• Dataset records
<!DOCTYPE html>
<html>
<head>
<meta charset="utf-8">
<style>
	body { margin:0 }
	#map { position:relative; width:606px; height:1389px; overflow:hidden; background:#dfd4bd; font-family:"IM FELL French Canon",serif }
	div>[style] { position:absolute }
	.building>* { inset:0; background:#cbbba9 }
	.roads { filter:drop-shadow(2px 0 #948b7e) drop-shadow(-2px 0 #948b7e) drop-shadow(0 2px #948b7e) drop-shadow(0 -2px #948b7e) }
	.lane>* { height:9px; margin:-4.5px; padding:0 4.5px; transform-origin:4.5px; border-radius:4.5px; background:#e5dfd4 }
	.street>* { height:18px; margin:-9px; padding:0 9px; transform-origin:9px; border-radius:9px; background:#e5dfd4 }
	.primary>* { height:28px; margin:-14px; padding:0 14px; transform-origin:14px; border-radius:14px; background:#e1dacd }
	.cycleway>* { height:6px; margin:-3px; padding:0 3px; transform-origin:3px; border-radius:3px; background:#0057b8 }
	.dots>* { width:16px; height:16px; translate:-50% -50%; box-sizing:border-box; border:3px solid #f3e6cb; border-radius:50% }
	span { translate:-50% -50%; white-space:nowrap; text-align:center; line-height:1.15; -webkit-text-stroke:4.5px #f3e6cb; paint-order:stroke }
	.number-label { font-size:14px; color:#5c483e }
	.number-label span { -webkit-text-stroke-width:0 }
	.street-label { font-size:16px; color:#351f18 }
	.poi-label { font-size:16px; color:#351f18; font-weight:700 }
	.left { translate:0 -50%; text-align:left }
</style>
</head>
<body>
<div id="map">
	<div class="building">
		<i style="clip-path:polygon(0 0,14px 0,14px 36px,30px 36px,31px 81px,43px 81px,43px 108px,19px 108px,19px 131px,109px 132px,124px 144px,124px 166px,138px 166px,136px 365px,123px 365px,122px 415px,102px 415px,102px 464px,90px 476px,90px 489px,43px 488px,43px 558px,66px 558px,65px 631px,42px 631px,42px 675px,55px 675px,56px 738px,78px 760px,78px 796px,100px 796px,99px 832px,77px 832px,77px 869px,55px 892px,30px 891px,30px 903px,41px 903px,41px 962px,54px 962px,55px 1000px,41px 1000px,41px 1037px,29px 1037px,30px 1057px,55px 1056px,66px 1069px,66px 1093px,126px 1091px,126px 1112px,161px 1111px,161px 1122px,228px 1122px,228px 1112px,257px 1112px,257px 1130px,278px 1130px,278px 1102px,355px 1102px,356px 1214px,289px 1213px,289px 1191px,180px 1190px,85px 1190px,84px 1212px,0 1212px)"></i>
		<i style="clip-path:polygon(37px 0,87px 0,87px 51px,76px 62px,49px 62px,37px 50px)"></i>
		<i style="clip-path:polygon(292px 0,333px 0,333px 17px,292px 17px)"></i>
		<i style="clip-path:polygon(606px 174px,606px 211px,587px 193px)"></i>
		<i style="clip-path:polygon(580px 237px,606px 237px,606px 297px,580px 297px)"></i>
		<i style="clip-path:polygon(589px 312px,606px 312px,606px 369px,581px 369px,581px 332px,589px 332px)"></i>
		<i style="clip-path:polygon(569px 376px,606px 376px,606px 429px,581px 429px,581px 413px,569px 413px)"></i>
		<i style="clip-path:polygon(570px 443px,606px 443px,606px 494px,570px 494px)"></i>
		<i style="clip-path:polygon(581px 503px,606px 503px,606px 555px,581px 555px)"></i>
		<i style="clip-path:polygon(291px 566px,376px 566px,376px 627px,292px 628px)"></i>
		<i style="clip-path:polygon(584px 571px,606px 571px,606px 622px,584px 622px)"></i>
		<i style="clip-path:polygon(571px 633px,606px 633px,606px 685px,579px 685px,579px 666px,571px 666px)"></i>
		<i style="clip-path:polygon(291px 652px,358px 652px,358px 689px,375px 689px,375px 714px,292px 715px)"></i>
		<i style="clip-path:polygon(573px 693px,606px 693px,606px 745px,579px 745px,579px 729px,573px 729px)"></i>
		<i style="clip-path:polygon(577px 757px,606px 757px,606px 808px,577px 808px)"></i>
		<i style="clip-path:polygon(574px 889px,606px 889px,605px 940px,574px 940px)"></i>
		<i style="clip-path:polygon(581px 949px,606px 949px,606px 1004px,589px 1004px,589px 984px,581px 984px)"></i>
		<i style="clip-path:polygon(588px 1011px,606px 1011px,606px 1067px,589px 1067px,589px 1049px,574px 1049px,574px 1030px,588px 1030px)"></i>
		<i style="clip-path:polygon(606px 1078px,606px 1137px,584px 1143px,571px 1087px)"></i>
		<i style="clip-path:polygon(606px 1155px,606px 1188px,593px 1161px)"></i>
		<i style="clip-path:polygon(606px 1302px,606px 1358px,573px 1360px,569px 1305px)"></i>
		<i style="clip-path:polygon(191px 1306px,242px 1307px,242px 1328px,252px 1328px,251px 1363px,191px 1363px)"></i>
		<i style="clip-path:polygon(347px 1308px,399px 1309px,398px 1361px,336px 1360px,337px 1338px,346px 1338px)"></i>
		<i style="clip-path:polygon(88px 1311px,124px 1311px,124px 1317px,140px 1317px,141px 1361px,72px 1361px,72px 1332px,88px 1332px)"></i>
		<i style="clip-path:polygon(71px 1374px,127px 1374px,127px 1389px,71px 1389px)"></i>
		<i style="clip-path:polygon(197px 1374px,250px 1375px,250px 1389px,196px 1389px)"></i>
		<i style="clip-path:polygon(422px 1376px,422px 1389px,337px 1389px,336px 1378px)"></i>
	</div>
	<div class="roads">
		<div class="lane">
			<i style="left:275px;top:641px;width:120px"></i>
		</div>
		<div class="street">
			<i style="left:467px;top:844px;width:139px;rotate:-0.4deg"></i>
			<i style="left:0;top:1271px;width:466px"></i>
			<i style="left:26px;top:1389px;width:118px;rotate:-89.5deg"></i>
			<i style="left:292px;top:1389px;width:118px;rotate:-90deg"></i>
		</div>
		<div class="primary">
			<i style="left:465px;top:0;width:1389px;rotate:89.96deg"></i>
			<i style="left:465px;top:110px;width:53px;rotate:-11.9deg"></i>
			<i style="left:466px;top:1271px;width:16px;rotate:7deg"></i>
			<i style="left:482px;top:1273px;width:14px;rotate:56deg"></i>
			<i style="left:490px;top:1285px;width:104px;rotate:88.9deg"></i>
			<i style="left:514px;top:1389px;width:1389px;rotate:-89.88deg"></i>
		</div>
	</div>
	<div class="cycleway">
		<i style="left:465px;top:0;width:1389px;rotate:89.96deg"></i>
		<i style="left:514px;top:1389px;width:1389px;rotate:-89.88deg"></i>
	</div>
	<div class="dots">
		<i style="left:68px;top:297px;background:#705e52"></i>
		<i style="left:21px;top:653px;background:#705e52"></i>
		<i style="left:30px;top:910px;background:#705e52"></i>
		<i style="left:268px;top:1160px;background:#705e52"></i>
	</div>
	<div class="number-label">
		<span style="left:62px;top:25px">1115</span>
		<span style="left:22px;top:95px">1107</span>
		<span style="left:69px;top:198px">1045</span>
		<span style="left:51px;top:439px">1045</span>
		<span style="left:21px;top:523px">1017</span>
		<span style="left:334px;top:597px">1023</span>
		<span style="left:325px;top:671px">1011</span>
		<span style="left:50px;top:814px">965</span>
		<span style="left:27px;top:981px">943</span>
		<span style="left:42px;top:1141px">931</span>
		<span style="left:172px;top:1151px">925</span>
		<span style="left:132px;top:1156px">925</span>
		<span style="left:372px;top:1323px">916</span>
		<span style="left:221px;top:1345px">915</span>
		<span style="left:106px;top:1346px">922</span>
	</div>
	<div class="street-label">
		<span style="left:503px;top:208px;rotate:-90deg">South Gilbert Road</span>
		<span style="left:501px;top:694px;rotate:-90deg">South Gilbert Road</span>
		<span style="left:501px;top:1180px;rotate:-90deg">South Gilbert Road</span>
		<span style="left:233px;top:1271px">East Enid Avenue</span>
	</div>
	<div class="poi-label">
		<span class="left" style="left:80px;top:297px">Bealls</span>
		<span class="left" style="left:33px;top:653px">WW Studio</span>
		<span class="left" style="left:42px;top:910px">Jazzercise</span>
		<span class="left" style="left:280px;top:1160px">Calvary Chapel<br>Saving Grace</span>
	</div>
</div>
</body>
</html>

• Brief
Give back the opening line of the records above and every line after it, up to and including the one with "position:relative; width:606px; height:1389px;", unchanged.

• Exercise response
<!DOCTYPE html>
<html>
<head>
<meta charset="utf-8">
<style>
	body { margin:0 }
	#map { position:relative; width:606px; height:1389px; overflow:hidden; background:#dfd4bd; font-family:"IM FELL French Canon",serif }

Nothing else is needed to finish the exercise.